Why don’t you try it yourself? This could be your only opportunity.
This thought kept whirring through my mind, but I had responsibilities, a newborn child, wife, mortgage. Could I make it work? Could I earn enough to support my family?
These thoughts led to Bel and I having long conversations, could we make it work? what if it fails? is it too soon?
Luckily, over the past few years I had managed to save some cash that was meant to be for rainy days. After crunching the numbers, and working out what we needed to do to survive, we worked out that those savings could cover us for a little while.
Worst case, I promised that I didn’t work after a few months I would just go and get a job. It was a combination of these two elements, I believe helped persuade Bel that I had to give it a go.
Shit, I quit. Now what?
Most people that make the decision I just did, take their time, build up a client list through freelancing enabling them to make an easy transition.
I had been so bought into the company since I started, that I was concerned I was going to change my mind. So, the morning after we made the decision I handed in my notice, there was no going back now.
A few days after handing in my notice, Bel and I agreed that I would take the entirety of August 2016 off.

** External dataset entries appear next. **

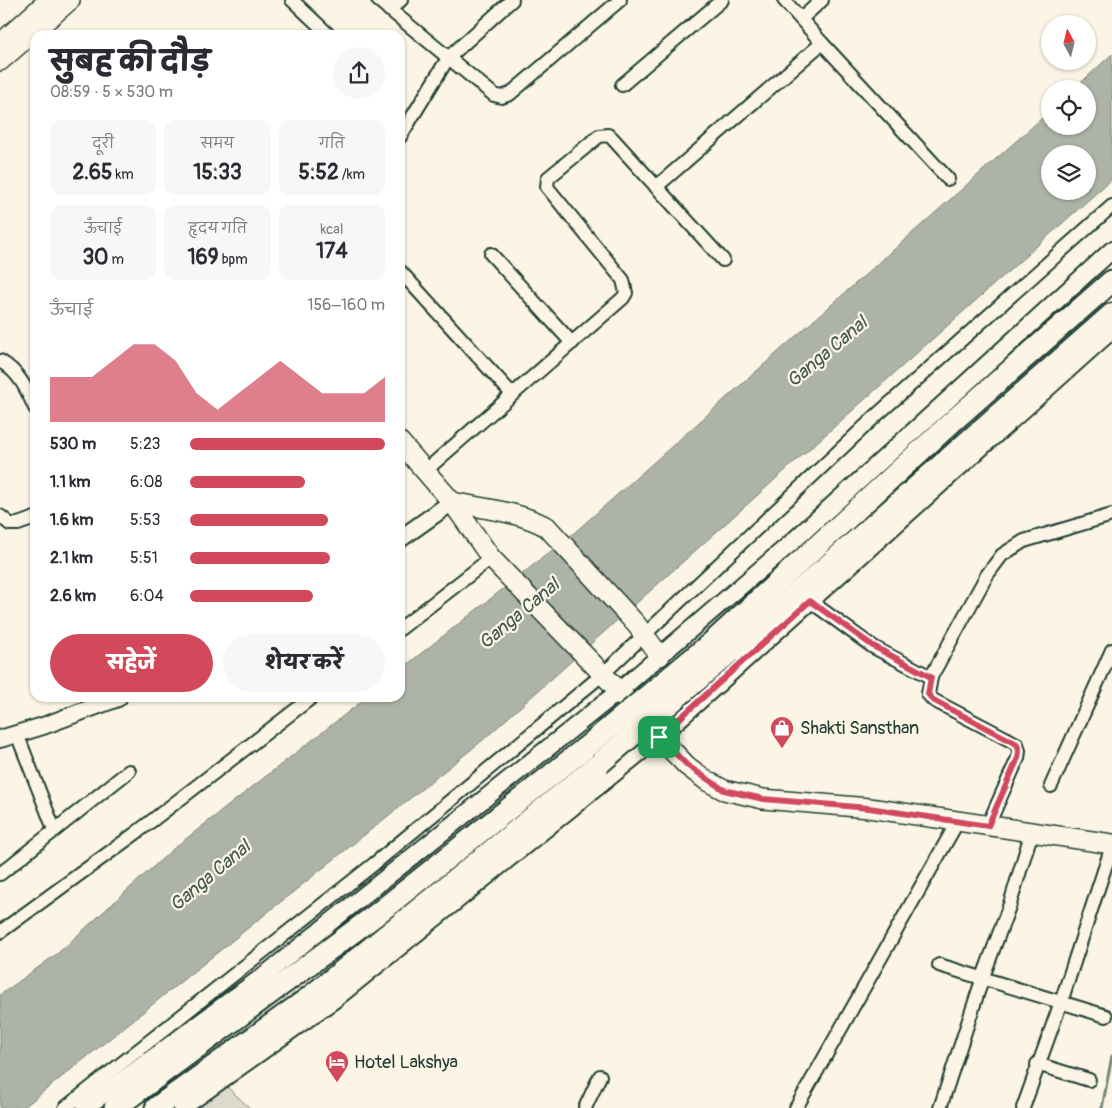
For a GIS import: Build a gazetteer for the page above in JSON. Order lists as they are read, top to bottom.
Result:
{
  "water": ["Ganga Canal"],
  "places": {
    "shop": ["Shakti Sansthan"],
    "hotel": ["Hotel Lakshya"]
  },
  "north": "top",
  "page": {
    "heading": ["सुबह की दौड़", "08:59 · 5 × 530 m"],
    "stats": [
      ["दूरी", "2.65 km"],
      ["समय", "15:33"],
      ["गति", "5:52 /km"],
      ["ऊँचाई", "30 m"],
      ["हृदय गति", "169 bpm"],
      ["kcal", "174"]
    ],
    "chart": ["ऊँचाई", "156–160 m"],
    "list": [
      {
        "name": "530 m",
        "note": "5:23"
      },
      {
        "name": "1.1 km",
        "note": "6:08"
      },
      {
        "name": "1.6 km",
        "note": "5:53"
      },
      {
        "name": "2.1 km",
        "note": "5:51"
      },
      {
        "name": "2.6 km",
        "note": "6:04"
      }
    ],
    "buttons": ["सहेजें", "शेयर करें"]
  }
}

I promised that I wouldn’t do any work, I promised I would focus on recharging my batteries and my daughter.
Several days after I had that conversation with Bel, I had a chat with the management team who asked if I could stay on in a consulting capacity. This arrangement was great for me, but was also beneficial for the agency for a number of reasons.
For me, it meant I had guaranteed money for a period of time whilst I found my feet, something I felt I couldn’t turn down. It did however, mean I had some explaining to do. I was going to have to break my promise to Bel.
The honeymoon period isn’t forever
Fast forward a few months, and I started to get opportunities through word of mouth. Industry friends (you know who you are), started to recommend me for work, introducing me to companies that required my skill set.
I started to earn money.
My concerns of making it work are still there, and I think they always will be, but things are looking OK. This is all still new to me, and I am continuing to find my feet, but one thing I am sure about is the tough period that is always just around the corner. The honeymoon period will come to an end, I just need to be ready for it.
It is OK though, because as as I sit here this very moment typing, I wouldn’t change it for anything.
So, whilst people were tweeting #fuckyou2016, I was silently content, happy and excited about what the future held.